Search the data for the string "Hegelstraße" and copy each line where it turns up.

▽

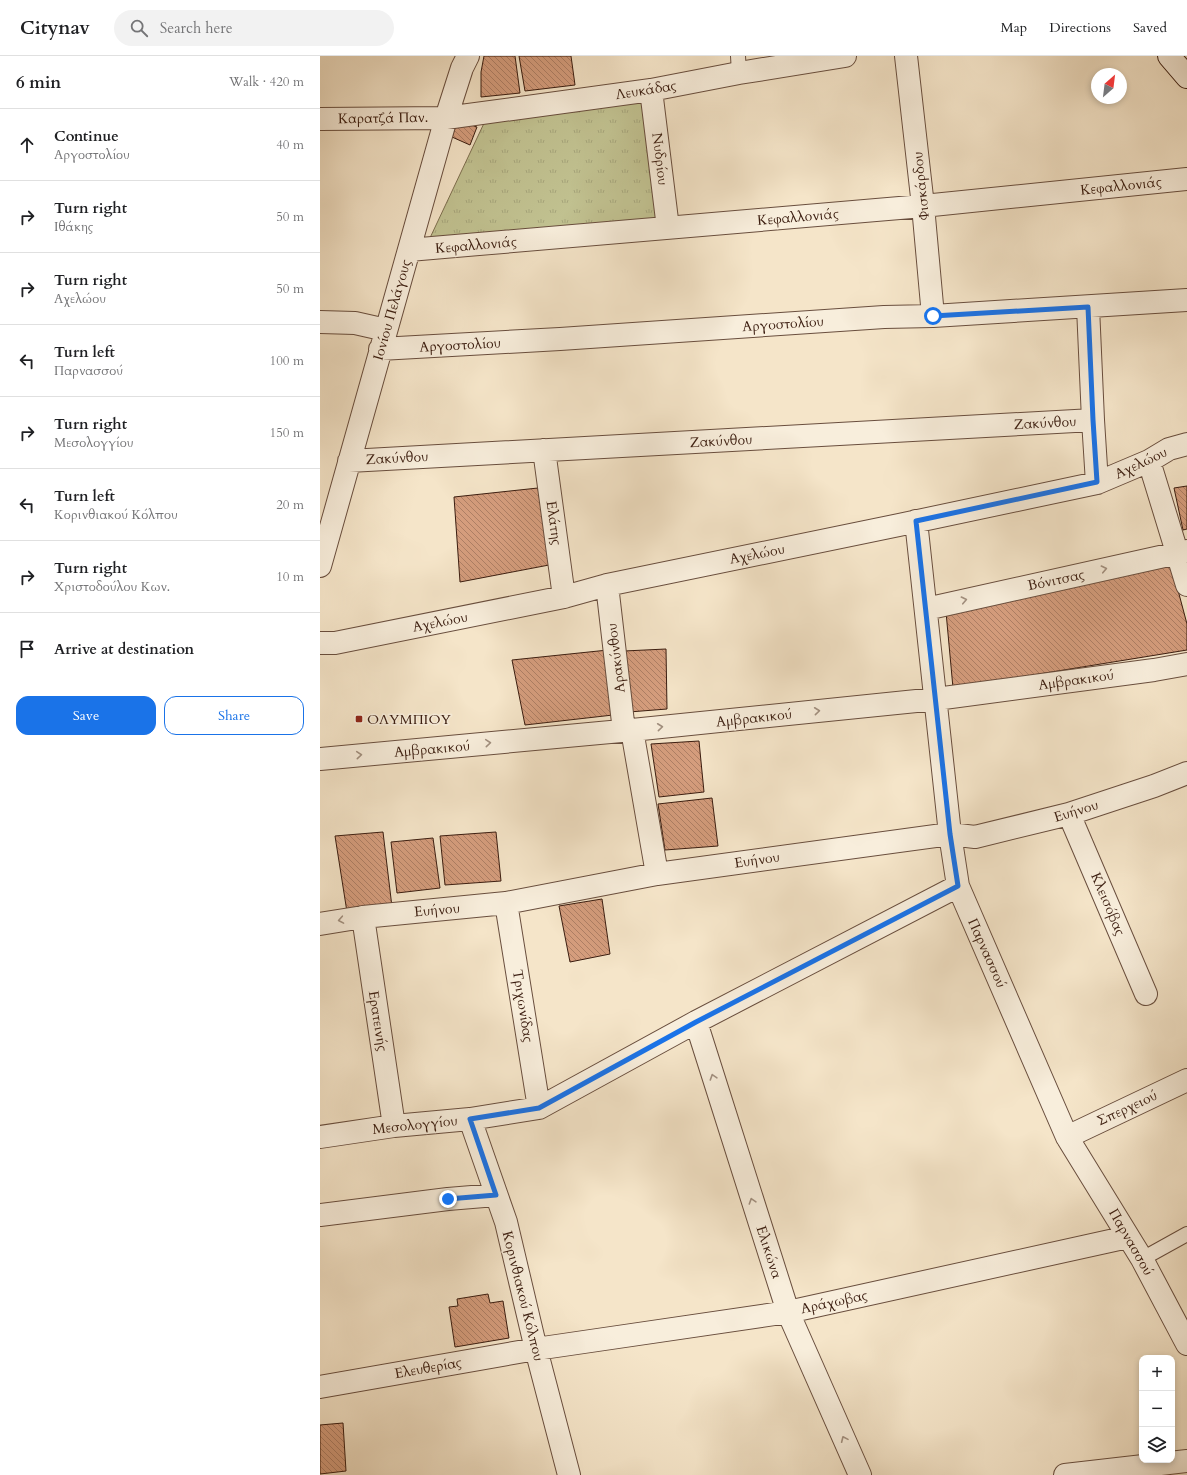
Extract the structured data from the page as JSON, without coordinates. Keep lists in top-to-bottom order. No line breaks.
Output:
{"streets":{"street":["Λευκάδας","Καρατζά Παν.","Νυδρίου","Φισκάρδου","Κεφαλλονιάς","Ιονίου Πελάγους","Αργοστολίου","Ζακύνθου","Αχελώου","Ελάτης","Βόνιτσας","Αρακύνθου","Αμβρακικού","Ευήνου","Κλεισόβας","Παρνασσού","Τριχωνίδας","Ερατεινής","Σπερχειού","Μεσολογγίου","Ελικώνα","Κορινθιακού Κόλπου","Αράχωβας","Ελευθερίας"]},"crossings":[["Λευκάδας","Καρατζά Παν."],["Λευκάδας","Νυδρίου"],["Λευκάδας","Ιονίου Πελάγους"],["Καρατζά Παν.","Ιονίου Πελάγους"],["Νυδρίου","Κεφαλλονιάς"],["Φισκάρδου","Κεφαλλονιάς"],["Φισκάρδου","Αργοστολίου"],["Κεφαλλονιάς","Ιονίου Πελάγους"],["Ιονίου Πελάγους","Αργοστολίου"],["Ιονίου Πελάγους","Ζακύνθου"],["Ζακύνθου","Ελάτης"],["Αχελώου","Ελάτης"],["Αχελώου","Αρακύνθου"],["Αχελώου","Παρνασσού"],["Βόνιτσας","Παρνασσού"],["Αρακύνθου","Αμβρακικού"],["Αρακύνθου","Ευήνου"],["Αμβρακικού","Παρνασσού"],["Ευήνου","Κλεισόβας"],["Ευήνου","Παρνασσού"],["Ευήνου","Τριχωνίδας"],["Ευήνου","Ερατεινής"],["Παρνασσού","Σπερχειού"],["Παρνασσού","Μεσολογγίου"],["Παρνασσού","Αράχωβας"],["Τριχωνίδας","Μεσολογγίου"],["Ερατεινής","Μεσολογγίου"],["Μεσολογγίου","Ελικώνα"],["Μεσολογγίου","Κορινθιακού Κόλπου"],["Ελικώνα","Αράχωβας"],["Κορινθιακού Κόλπου","Αράχωβας"],["Κορινθιακού Κόλπου","Ελευθερίας"],["Αράχωβας","Ελευθερίας"]],"one_way":["Βόνιτσας","Αμβρακικού","Ελικώνα"],"places":{"transit":["ΟΛΥΜΠΙΟΥ"]},"north":"top right","page":{"header":"Citynav","search":"Search here","nav":["Map","Directions","Saved"],"heading":["6 min","Walk · 420 m"],"list":[["Continue","Αργοστολίου","40 m"],["Turn right","Ιθάκης","50 m"],["Turn right","Αχελώου","50 m"],["Turn left","Παρνασσού","100 m"],["Turn right","Μεσολογγίου","150 m"],["Turn left","Κορινθιακού Κόλπου","20 m"],["Turn right","Χριστοδούλου Κων.","10 m"],"Arrive at destination"],"buttons":["Save","Share"],"map_buttons":["+","−"]}}
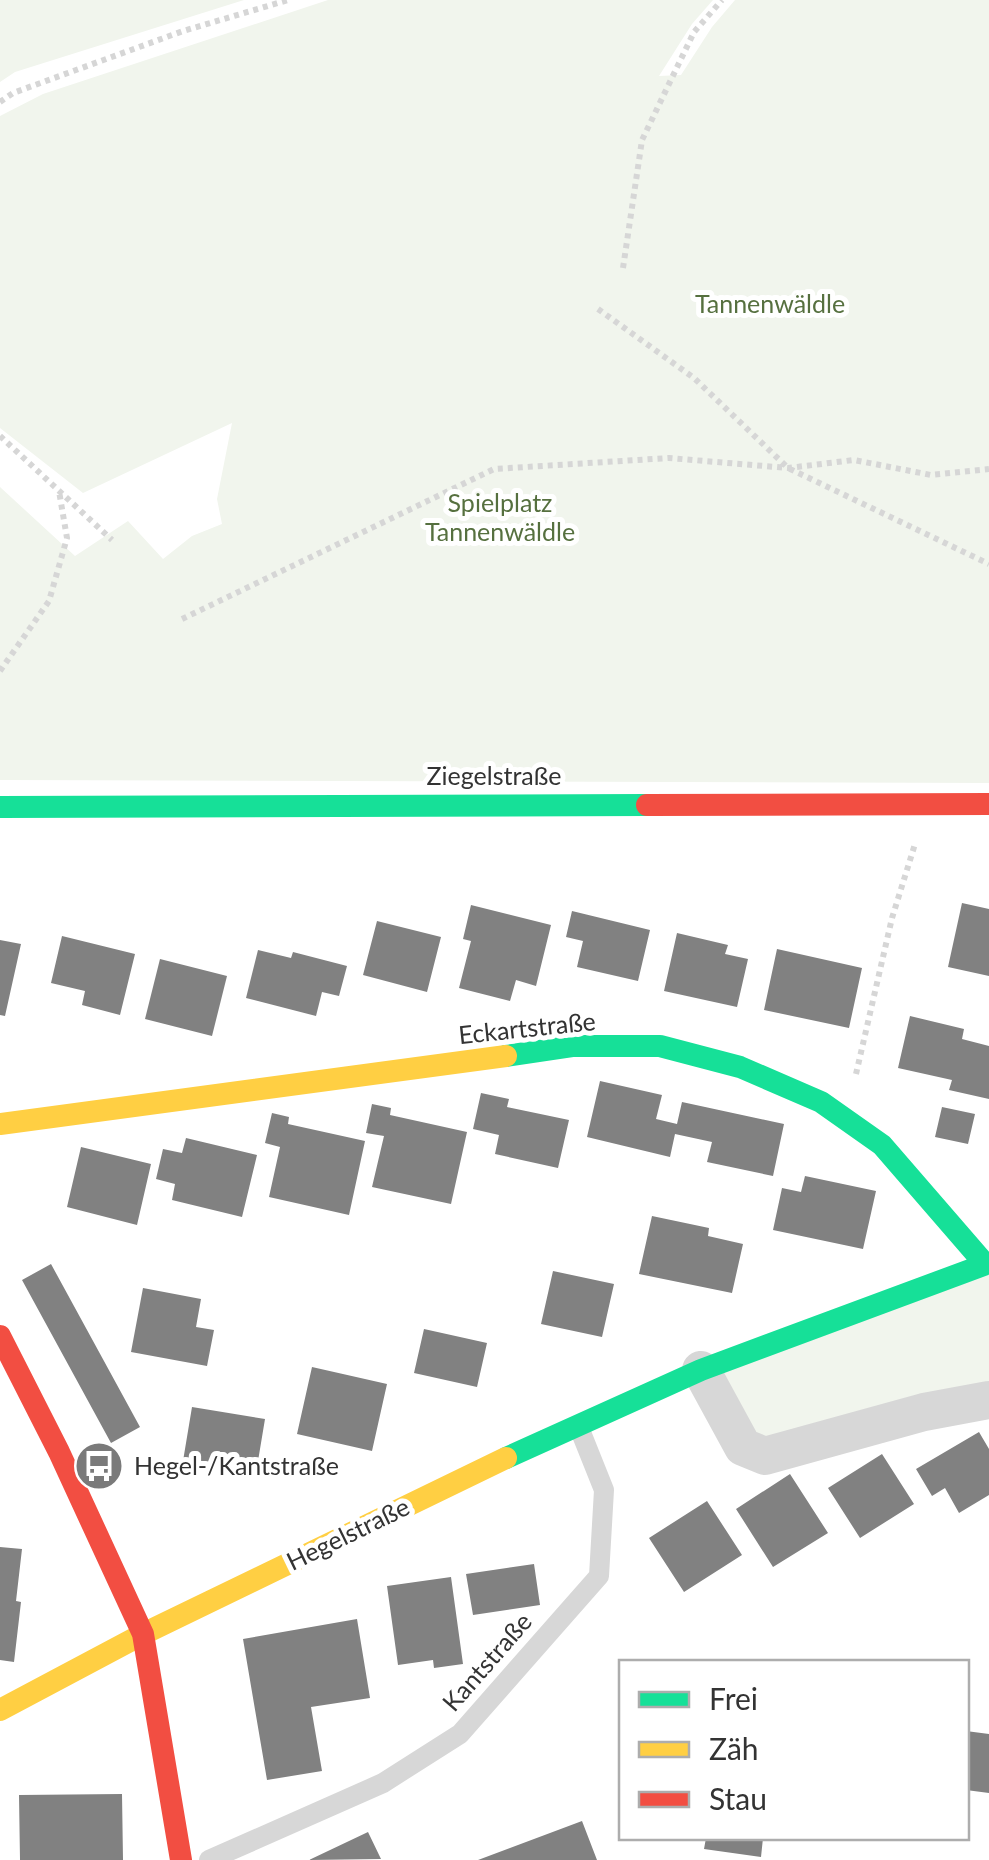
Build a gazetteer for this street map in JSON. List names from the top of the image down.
{
  "streets": {
    "street": ["Ziegelstraße", "Eckartstraße", "Hegelstraße"],
    "lane": ["Kantstraße"]
  },
  "crossings": [
    ["Eckartstraße", "Hegelstraße"],
    ["Hegelstraße", "Kantstraße"]
  ],
  "parks": ["Tannenwäldle", "Spielplatz Tannenwäldle"],
  "places": {
    "bus stop": ["Hegel-/Kantstraße"]
  },
  "legend": ["Frei", "Zäh", "Stau"]
}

△

◆ **Task output**:
    "street": ["Ziegelstraße", "Eckartstraße", "Hegelstraße"],
    ["Eckartstraße", "Hegelstraße"],
    ["Hegelstraße", "Kantstraße"]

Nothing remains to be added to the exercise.